Reiterating that the new J&K government has done nothing for the State, Dr Mohini says: "Actually, the peace you see here has been kept by the people of J&K — the Kashmiri Muslims and Hindus. The Kashmiris are good souls and love peace. Has it ever happened ki mohalley key das log nikley aur Hindu ko loot liya? Kabhi nahi. (10 people of the street came out and looted a Hindu? Never.)

However, a Bangalore-based Kashmiri Pundit Mr Muninder Seeru, who worked in the PWD in the Valley till he had to leave it in 1983, has a different opinion on the subject: "I spent my childhood and did my schooling in the Valley, Ladakh and Jammu. I resigned in 1983 and left the State because of the brazen `anti-Pundit' sentiment. This was in 1983, much before the current militancy had taken root in 1989, when many Pundit houses were ransacked, looted and burnt and the men and women humiliated in Anantnag."

He is pained by "the people in Kashmir, including the common man on the streets of Srinagar, never bothering about the plight non-Muslim Kashmiris. They talk only about the ill treatment of Muslims in India. What about the ill treatment of Hindus in Pakistan?
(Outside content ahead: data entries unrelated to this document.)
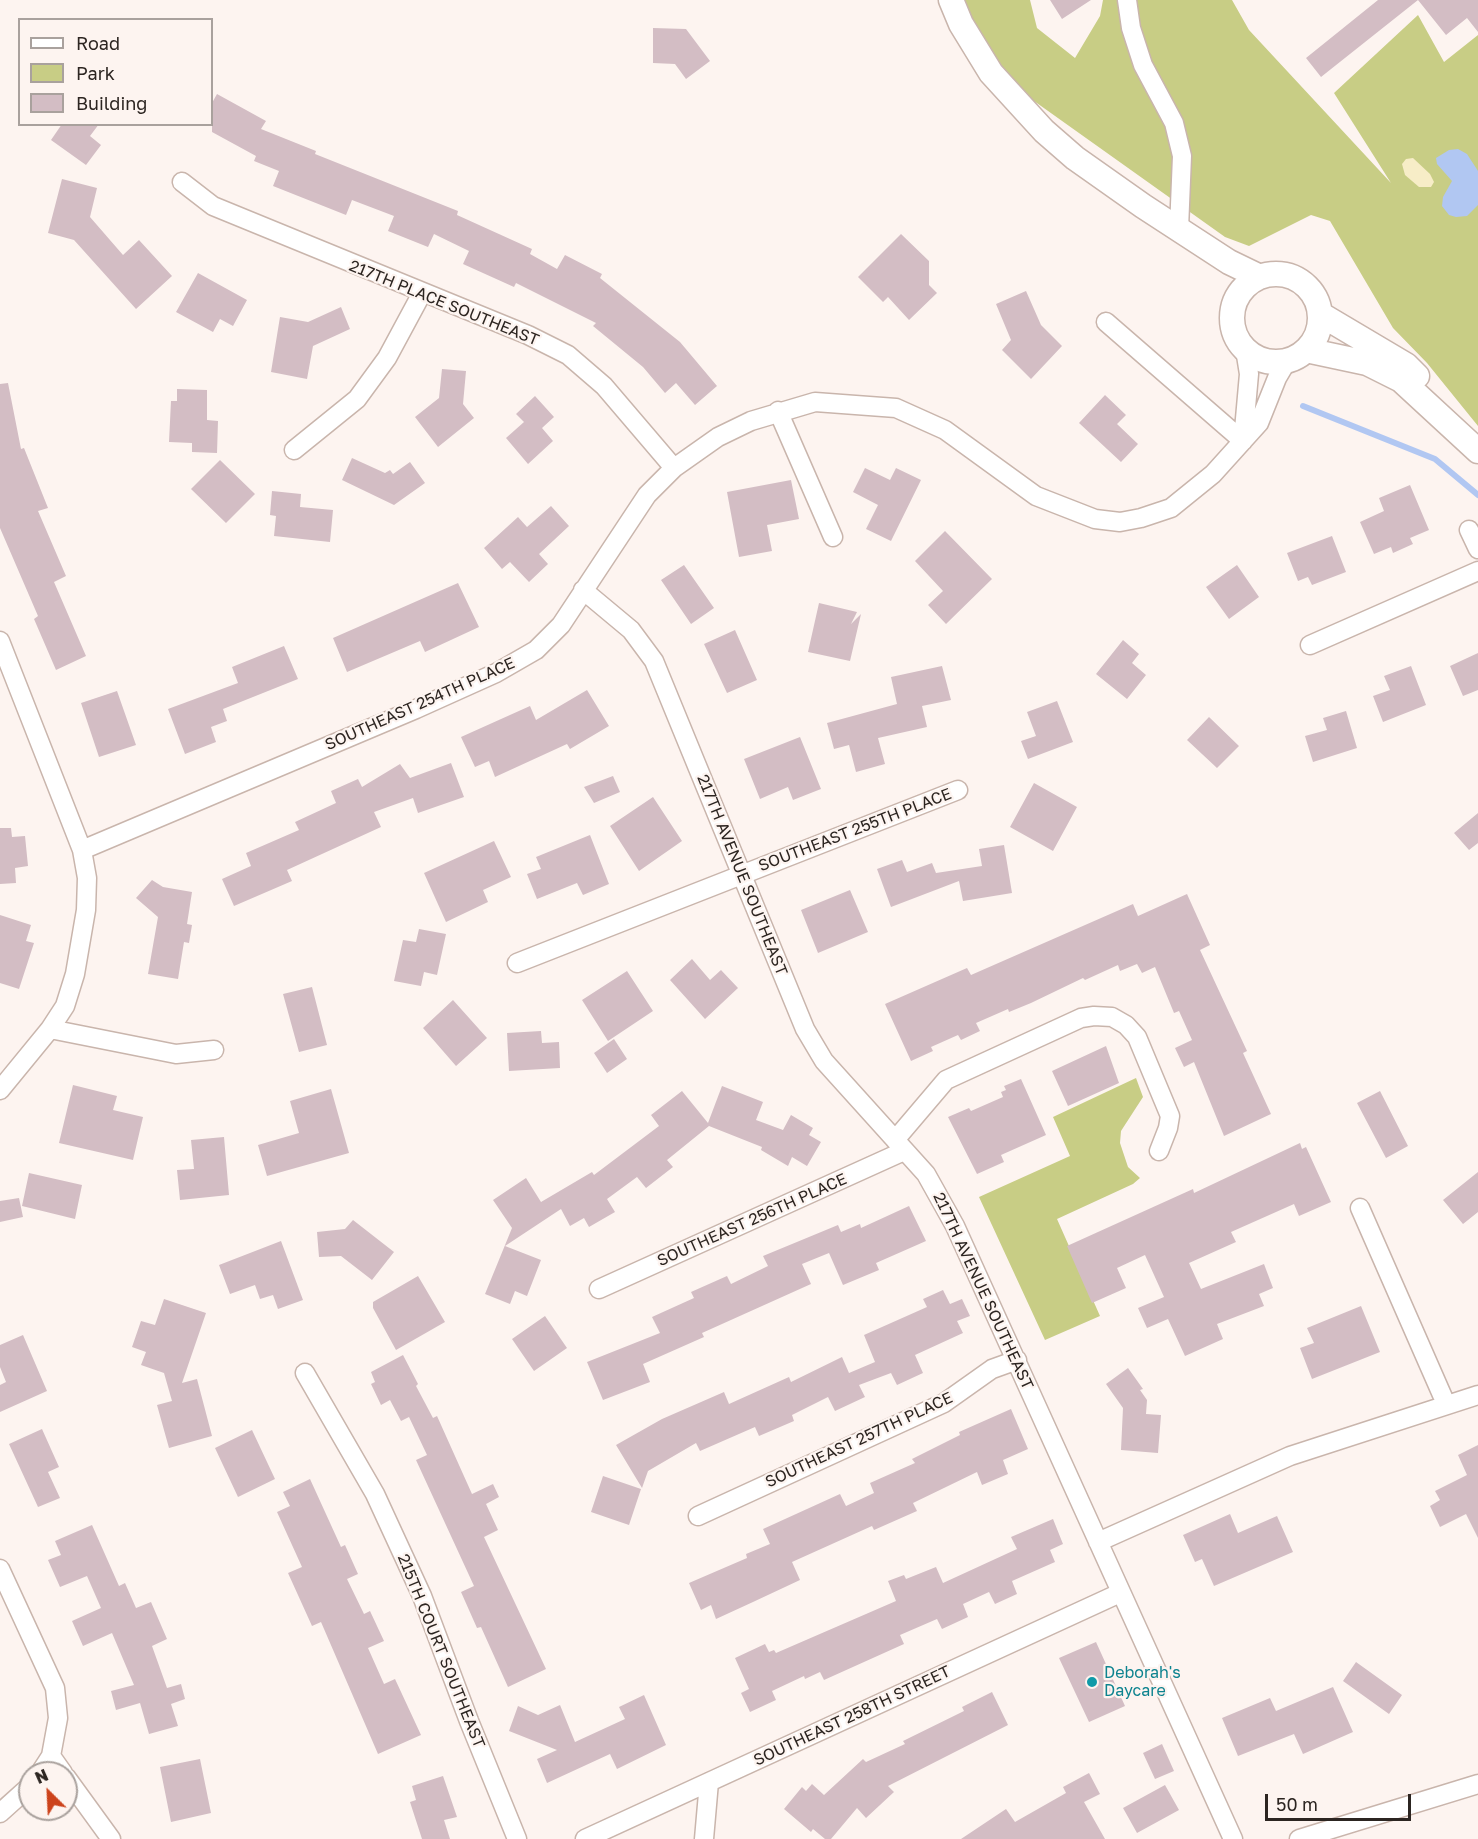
<!DOCTYPE html>
<html>
<head>
<meta charset="utf-8">
<style>
  body { margin:0 }
  #map { position:relative; width:1478px; height:1839px; overflow:hidden; background:#fdf4f0; font-family:"Golos Text",sans-serif }
  canvas { display:block }
  .legend { position:absolute; left:18px; top:18px; width:195px; height:108px; box-sizing:border-box; background:#fdf4f0; border:2px solid #a9a19d; margin:0; padding:8px 10px; list-style:none; font-size:18px; color:#2c2521 }
  .legend li { display:flex; align-items:center; gap:12px; height:30px }
  .legend b { width:30px; border:2px solid #a9a19d }
  .north { position:absolute; left:18px; top:1761px; width:60px; height:60px; box-sizing:border-box; background:#fdf4f0; border:2px solid #a9a19d; border-radius:50%; rotate:336deg; font-size:16px; font-weight:700; line-height:24px; text-align:center; color:#2c2521 }
  .north::after { content:''; display:block; margin:auto; width:21px; height:27px; background:#cc431c; clip-path:polygon(50% 0,100% 100%,50% 72%,0 100%) }
  .scale { position:absolute; left:1265px; top:1794px; width:146px; height:27px; box-sizing:border-box; border:3px solid #2c2521; border-top:0; padding-left:8px; font-size:18px; line-height:21px; white-space:nowrap; color:#2c2521; -webkit-text-stroke:4px #fdf4f0; paint-order:stroke }
</style>
</head>
<body>
<div id="map">
<canvas width="1478" height="1839"></canvas>
<ul class="legend">
<li><b style="height:8px;background:#fff"></b>Road</li>
<li><b style="height:16px;background:#c8cd85"></b>Park</li>
<li><b style="height:16px;background:#d3bdc4"></b>Building</li>
</ul>
<div class="north">N</div>
<div class="scale">50 m</div>
</div>
<script>
const ctx = document.querySelector('canvas').getContext('2d');
ctx.lineJoin = 'round';
function paint(path, color) { ctx.fillStyle = color; ctx.fill(path, 'evenodd'); }
const poly = rows => new Path2D(rows.map(r => 'M' + r).join(''));
function stroke(path, color, width, dash) { ctx.strokeStyle = color; ctx.lineWidth = width; ctx.lineCap = dash ? 'butt' : 'round'; ctx.setLineDash(dash || []); ctx.stroke(path); }
function write(font, color, halo, rows, align = 'center') {
  ctx.font = font + ' "Golos Text",sans-serif'; ctx.lineWidth = 4.5; ctx.setLineDash([]); ctx.textBaseline = 'middle'; ctx.strokeStyle = halo; ctx.fillStyle = color; for (const [text, x, y, turn = 0] of rows) {
    ctx.save(); ctx.translate(x, y); ctx.rotate((+turn || 0) * Math.PI / 180); ctx.textAlign = isNaN(turn) ? turn : align; if (halo) ctx.strokeText(text, 0, 0); ctx.fillText(text, 0, 0); ctx.restore();
  }
}
const green = poly([
  [949,0,1030,0,1037,28,1075,58,1100,16,1103,0,1232,0,1249,30,1391,183,1334,93,1418,15,1444,62,1478,35,1478,426,1427,363,1393,328,1330,221,1311,215,1249,246,1225,237,1034,101,994,66],
  [1136,1078,1143,1097,1121,1131,1120,1143,1128,1167,1140,1178,1133,1184,1057,1219,1100,1316,1045,1340,979,1197,1070,1156,1053,1117]
]);
const sand = poly([
  [1413,158,1430,174,1434,182,1431,187,1419,187,1405,175,1402,164,1406,159]
]);
const water = poly([
  [1458,149,1467,154,1478,171,1478,205,1467,216,1456,217,1449,215,1442,206,1443,197,1452,181,1437,164,1436,158,1449,150]
]);
const stream = poly([
  [1303,406,1435,459,1478,495]
]);
const building = poly([
  [1050,0,1091,0,1062,19],
  [1378,0,1478,0,1478,32,1467,18,1446,35,1418,0,1321,77,1306,58],
  [653,28,686,29,710,61,686,79,675,64,653,63],
  [217,94,266,121,261,129,316,151,315,154,458,211,457,215,532,249,530,254,557,269,565,255,602,274,600,278,680,342,717,386,695,405,676,383,665,393,643,367,593,326,596,323,516,283,514,287,463,264,469,251,434,234,428,247,388,231,394,216,352,200,346,215,273,186,279,171,254,161,256,156,212,132,212,103],
  [62,124,99,124,90,136,101,145,86,165,51,140],
  [62,179,97,188,90,217,123,255,139,240,172,276,136,309,74,240,48,233],
  [901,234,929,261,929,285,937,293,909,320,888,297,883,302,858,277],
  [198,273,247,300,233,326,220,319,213,332,176,312],
  [1026,291,1041,325,1062,346,1031,379,1002,350,1011,340,996,304],
  [341,307,350,329,313,346,307,379,271,372,280,317,308,322],
  [442,369,466,371,463,404,474,418,438,447,415,417,439,398],
  [8,383,21,449,24,448,48,508,38,511,66,576,54,582,86,656,56,670,34,619,38,616,0,528,0,384],
  [177,389,207,390,207,420,218,421,217,453,192,452,192,443,169,442,171,401,177,401],
  [1105,395,1126,415,1117,424,1138,444,1121,462,1079,423],
  [535,396,554,417,542,428,553,441,528,464,506,438,524,422,516,414],
  [352,458,385,473,390,470,393,474,410,462,425,483,394,505,342,480],
  [220,460,255,494,226,523,191,489],
  [865,468,890,480,896,468,921,480,891,541,866,529,878,505,853,492],
  [791,480,799,519,767,525,772,551,739,557,727,492],
  [1410,485,1429,530,1410,538,1413,544,1393,553,1391,547,1374,554,1360,522,1384,511,1379,498],
  [272,491,301,494,300,507,333,510,330,542,274,536,276,516,270,515],
  [551,506,569,526,539,554,548,564,529,582,510,562,502,569,484,548,518,517,527,527],
  [945,531,992,579,946,624,928,605,943,591,915,561],
  [1332,536,1346,572,1312,585,1308,577,1298,581,1287,553],
  [684,565,714,608,691,624,661,580],
  [1237,565,1259,597,1229,619,1206,587],
  [458,583,479,627,425,652,420,641,347,672,333,638],
  [819,603,857,612,851,624,861,614,850,661,808,652],
  [735,630,757,680,727,693,704,644],
  [1123,640,1139,654,1132,663,1146,675,1127,699,1096,674],
  [284,646,298,679,223,709,227,721,211,727,216,742,185,754,168,709,238,683,232,667],
  [1478,653,1478,690,1463,696,1450,666],
  [942,666,951,700,922,706,927,727,878,738,885,764,856,772,849,745,834,749,827,723,897,704,891,677],
  [1411,666,1426,705,1383,722,1373,696,1390,690,1384,676],
  [587,690,609,726,570,749,567,744,495,777,489,761,475,767,461,737,530,706,536,720],
  [117,691,136,745,99,757,81,703],
  [1057,701,1073,742,1028,759,1021,741,1036,736,1027,712],
  [1346,711,1357,748,1313,762,1305,736,1327,730,1323,718],
  [1209,717,1239,746,1217,768,1187,740],
  [800,737,821,789,793,800,788,787,760,799,744,759],
  [451,763,464,797,418,813,413,798,374,812,381,827,287,870,292,881,234,906,222,879,251,866,246,853,299,830,295,822,336,803,331,791,358,779,362,787,400,764,410,778],
  [613,776,620,792,594,803,584,787],
  [1034,783,1077,807,1053,851,1010,827],
  [653,797,682,841,639,871,610,826],
  [1478,813,1478,843,1469,850,1454,833],
  [0,828,11,828,12,837,25,836,28,866,15,868,16,883,0,884],
  [590,835,609,884,583,895,577,883,537,899,527,874,541,869,536,857],
  [494,841,511,877,483,890,488,902,446,922,424,873],
  [1004,845,1012,893,963,901,959,881,891,907,877,869,902,860,907,872,932,863,936,873,982,866,979,849],
  [152,880,163,887,192,892,187,924,192,925,189,943,184,942,178,979,148,974,158,917,136,898],
  [850,890,868,932,818,953,801,910],
  [1187,894,1210,945,1200,950,1247,1051,1243,1053,1271,1114,1224,1136,1194,1062,1184,1067,1175,1048,1192,1040,1179,1011,1174,1013,1155,967,1142,973,1137,964,1120,971,1118,965,1085,980,1083,978,1031,1003,1009,1012,1008,1009,976,1023,980,1031,961,1040,958,1035,931,1047,933,1051,911,1061,885,1004,967,968,971,975,1133,904,1138,916],
  [0,915,31,925,26,941,34,943,19,989,0,983],
  [419,929,446,934,437,975,424,972,421,986,394,981,403,940,416,942],
  [692,959,710,980,721,970,738,988,705,1019,670,980],
  [627,971,653,1011,608,1041,582,1000],
  [312,987,327,1045,299,1052,283,994],
  [453,1000,487,1038,456,1066,423,1028],
  [541,1031,542,1043,559,1042,560,1068,509,1071,507,1033],
  [614,1039,627,1059,607,1073,594,1053],
  [1106,1046,1119,1083,1068,1106,1052,1071],
  [1021,1079,1046,1135,1001,1155,1004,1162,977,1174,948,1117,969,1108,971,1111,1003,1097,1001,1092,1006,1090,1004,1086],
  [73,1085,117,1096,113,1110,143,1117,133,1160,59,1143],
  [722,1086,763,1102,756,1120,783,1130,791,1115,813,1128,809,1135,821,1142,807,1166,792,1157,788,1166,761,1150,762,1147,709,1126,667,1160,673,1167,646,1188,637,1177,607,1199,615,1212,589,1227,584,1218,570,1226,561,1209,505,1246,541,1260,527,1296,515,1291,510,1304,485,1294,512,1228,493,1200,526,1178,541,1202,592,1172,594,1175,659,1126,651,1115,682,1091,708,1123],
  [331,1089,349,1153,267,1176,258,1145,299,1133,290,1101],
  [1380,1091,1408,1146,1386,1158,1357,1103],
  [224,1137,229,1195,180,1200,177,1170,194,1169,191,1140],
  [1300,1143,1302,1149,1306,1147,1331,1202,1299,1216,1294,1204,1231,1232,1236,1242,1189,1263,1201,1289,1264,1264,1273,1288,1259,1294,1264,1306,1217,1324,1223,1339,1185,1356,1168,1319,1147,1328,1138,1308,1164,1297,1145,1255,1117,1268,1126,1288,1092,1303,1067,1246,1193,1189,1194,1193],
  [1478,1172,1478,1212,1463,1224,1443,1200],
  [29,1173,82,1185,75,1219,22,1206],
  [19,1198,23,1217,0,1222,0,1201],
  [909,1206,926,1241,876,1263,879,1270,843,1285,829,1253,802,1264,811,1284,702,1333,704,1337,643,1364,650,1382,603,1400,587,1362,660,1333,652,1317,694,1298,691,1292,727,1276,731,1284,768,1266,763,1256,838,1225,841,1232,860,1224,861,1228],
  [353,1220,394,1252,372,1280,341,1256,319,1257,317,1232,345,1229],
  [281,1241,303,1300,278,1309,273,1295,260,1299,255,1285,230,1294,219,1265],
  [418,1276,445,1322,396,1350,373,1308,373,1302],
  [943,1290,950,1304,962,1299,970,1316,957,1321,963,1333,915,1355,923,1373,897,1385,891,1373,859,1385,865,1397,835,1411,828,1397,792,1415,794,1421,759,1436,755,1427,700,1451,696,1443,648,1471,642,1488,616,1445,662,1419,724,1392,729,1404,789,1377,791,1382,842,1357,849,1373,875,1362,864,1335,927,1307,923,1299],
  [164,1299,206,1313,182,1383,197,1379,212,1436,169,1448,157,1405,172,1401,164,1373,141,1365,146,1352,132,1347,141,1321,155,1325],
  [1361,1306,1380,1352,1312,1379,1300,1348,1314,1343,1307,1328],
  [545,1316,567,1348,534,1371,512,1339],
  [23,1335,47,1391,0,1412,0,1385,6,1382,0,1367,0,1345],
  [403,1355,418,1384,416,1386,433,1418,437,1416,472,1494,493,1484,499,1497,486,1504,498,1530,484,1537,546,1669,508,1687,481,1627,477,1628,461,1592,474,1586,416,1460,427,1455,409,1417,401,1421,390,1400,381,1405,371,1384,375,1382,371,1372],
  [1128,1368,1143,1389,1140,1390,1147,1400,1146,1414,1161,1415,1158,1453,1121,1450,1123,1408,1106,1384],
  [1011,1409,1028,1449,1003,1460,1008,1474,982,1485,977,1472,913,1503,917,1511,874,1530,872,1526,792,1562,800,1580,753,1602,716,1619,711,1605,701,1610,689,1583,747,1558,746,1554,770,1544,763,1529,840,1494,846,1506,874,1493,870,1483,915,1463,912,1459,960,1435,959,1432],
  [42,1429,59,1467,48,1472,60,1498,38,1507,9,1444],
  [252,1430,275,1479,238,1497,215,1448],
  [1478,1445,1478,1538,1466,1514,1440,1527,1430,1506,1440,1500,1435,1491,1467,1475,1458,1455],
  [603,1476,641,1489,629,1525,591,1512],
  [310,1479,341,1547,345,1545,358,1574,347,1579,364,1614,370,1611,384,1641,368,1648,384,1684,395,1679,421,1735,378,1754,321,1622,312,1626,288,1573,302,1567,277,1512,290,1506,283,1492],
  [1230,1514,1238,1533,1277,1516,1293,1552,1214,1586,1202,1559,1195,1562,1183,1535],
  [1053,1519,1063,1544,1050,1550,1055,1562,1012,1581,1017,1594,995,1604,989,1592,963,1604,968,1617,942,1629,937,1619,900,1635,904,1644,824,1680,820,1672,805,1679,804,1676,772,1691,776,1700,750,1712,741,1693,749,1689,735,1658,765,1644,769,1652,774,1650,776,1653,896,1601,888,1581,904,1575,906,1579,936,1567,943,1583,1017,1549,1011,1537],
  [92,1525,119,1586,125,1583,136,1608,151,1602,167,1639,152,1646,167,1688,181,1684,185,1699,171,1704,178,1726,149,1734,140,1703,116,1710,111,1691,134,1685,112,1633,83,1646,72,1621,101,1608,87,1576,60,1587,48,1560,61,1555,55,1541],
  [1096,1642,1125,1706,1089,1722,1059,1658],
  [1356,1662,1402,1695,1389,1714,1343,1681],
  [1333,1687,1353,1732,1303,1754,1294,1734,1238,1756,1222,1718,1270,1698,1276,1711],
  [992,1692,1008,1725,888,1786,894,1792,866,1818,857,1808,831,1839,825,1839,813,1829,811,1832,784,1809,802,1787,806,1791,812,1784,824,1795,863,1759,866,1762,905,1744,903,1741,964,1711,962,1707],
  [644,1695,666,1745,617,1769,610,1754,547,1783,537,1759,557,1750,509,1731,518,1706,538,1715,560,1705,575,1742,625,1719,619,1707],
  [1162,1744,1174,1771,1155,1779,1143,1753],
  [200,1759,211,1813,171,1822,160,1767],
  [1089,1773,1100,1794,1084,1802,1105,1839,961,1839,1006,1809,1015,1822,1066,1793,1063,1787],
  [443,1776,457,1817,444,1820,450,1839,422,1839,410,1802,416,1800,412,1786],
  [1165,1785,1179,1810,1137,1833,1123,1808]
]);
const minor = poly([
  [1127,0,1131,28,1143,65,1174,123,1182,156,1179,229],
  [182,182,213,206,528,335,568,355,604,386,674,468],
  [1106,322,1243,441],
  [778,411,833,537],
  [1243,441,1249,374,1245,349],
  [294,450,357,399,387,358,422,293],
  [1469,530,1478,549],
  [583,590,631,630,654,661,805,1029,824,1061,926,1174,955,1226,1233,1839],
  [0,641,82,850,87,878,86,910,75,974,65,1006,50,1029,0,1090],
  [1310,645,1478,571],
  [82,850,416,709,496,673,536,650,561,625,647,495,674,468,718,437,751,421,815,402,896,408,945,430,1036,496,1095,519,1120,522,1141,518,1171,508,1213,474,1259,423,1277,378,1287,361],
  [517,963,958,790],
  [50,1029,176,1054,214,1050],
  [895,1140,946,1080,1081,1018,1094,1016,1112,1017,1126,1025,1137,1037,1170,1116,1168,1128,1159,1151],
  [1360,1208,1446,1404],
  [599,1289,904,1151],
  [305,1373,375,1494,422,1596,469,1721,517,1839],
  [698,1516,944,1403,992,1369,1017,1360],
  [1098,1542,1290,1456,1478,1395],
  [0,1569,55,1688,58,1718,51,1756,63,1773],
  [40,1773,51,1756],
  [66,1777,111,1839],
  [0,1813,30,1786],
  [585,1839,1120,1593],
  [704,1839,709,1782],
  [1299,1839,1478,1784]
]);
const tertiary = poly([
  [951,0,961,24,991,73,1044,131,1075,158,1143,206,1229,262,1260,277],
  '1232 318a44 44 0 1 1 88 0a44 44 0 1 1-88 0Z',
  [1320,314,1406,365,1417,376],
  [1306,350,1367,363,1401,380,1478,451]
]);
const markers = [
  [1092,1682,6,"#0f9aa8"]
];
const streetNames = [
  ["217TH PLACE SOUTHEAST",444,303,22],
  ["SOUTHEAST 254TH PLACE",420,704,-24],
  ["SOUTHEAST 255TH PLACE",855,830,-21],
  ["217TH AVENUE SOUTHEAST",742,875,68],
  ["SOUTHEAST 256TH PLACE",752,1220,-24],
  ["217TH AVENUE SOUTHEAST",983,1291,65],
  ["SOUTHEAST 257TH PLACE",859,1440,-25],
  ["215TH COURT SOUTHEAST",441,1651,68],
  ["SOUTHEAST 258TH STREET",852,1716,-25]
];
const cultureNames = [
  ["Deborah's",1104,1673],
  ["Daycare",1104,1691]
];
paint(green, '#c8cd85');
paint(sand, '#f7edc7');
paint(water, '#b1c7f2');
stroke(stream, '#b1c7f2', 6);
paint(building, '#d3bdc4');
stroke(minor, '#c9b5ac', 21);
stroke(tertiary, '#c9b5ac', 27);
stroke(minor, '#fff', 18);
stroke(tertiary, '#fff', 24);
for (const [x, y, r, color] of markers) { const dot = new Path2D(); dot.arc(x, y, r, 0, 2 * Math.PI); ctx.fillStyle = color; ctx.fill(dot); stroke(dot, '#fdf4f0', 2); }
write('16px', '#2c2521', '#fdf4f0', streetNames);
write('16px', '#0d838f', '#fdf4f0', cultureNames, 'left');
</script>
</body>
</html>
And what about us Pundits who have been driven away from our lands and houses?"

Mr Seeru adds that his family sold their "fully furnished house in Srinagar, that we could never visit until last year, after waiting in hope all these years and praying that we would be able to go back, stay in our homes and show the place to our children as locals and not tourists."

He says he sold his house at a third of the market price and asks if "anyone in Kashmir realises what it means to sell assets forcibly at throw-away prices. This is nothing but forced migration and partition."

Adds the anguished man, who is forced to live as a "migrant" in his own country: "When people like Mr Mohammed Sayeed talk about Kashmiryat and the `healing touch', do they ever think of people like us? Don't we also need healing?"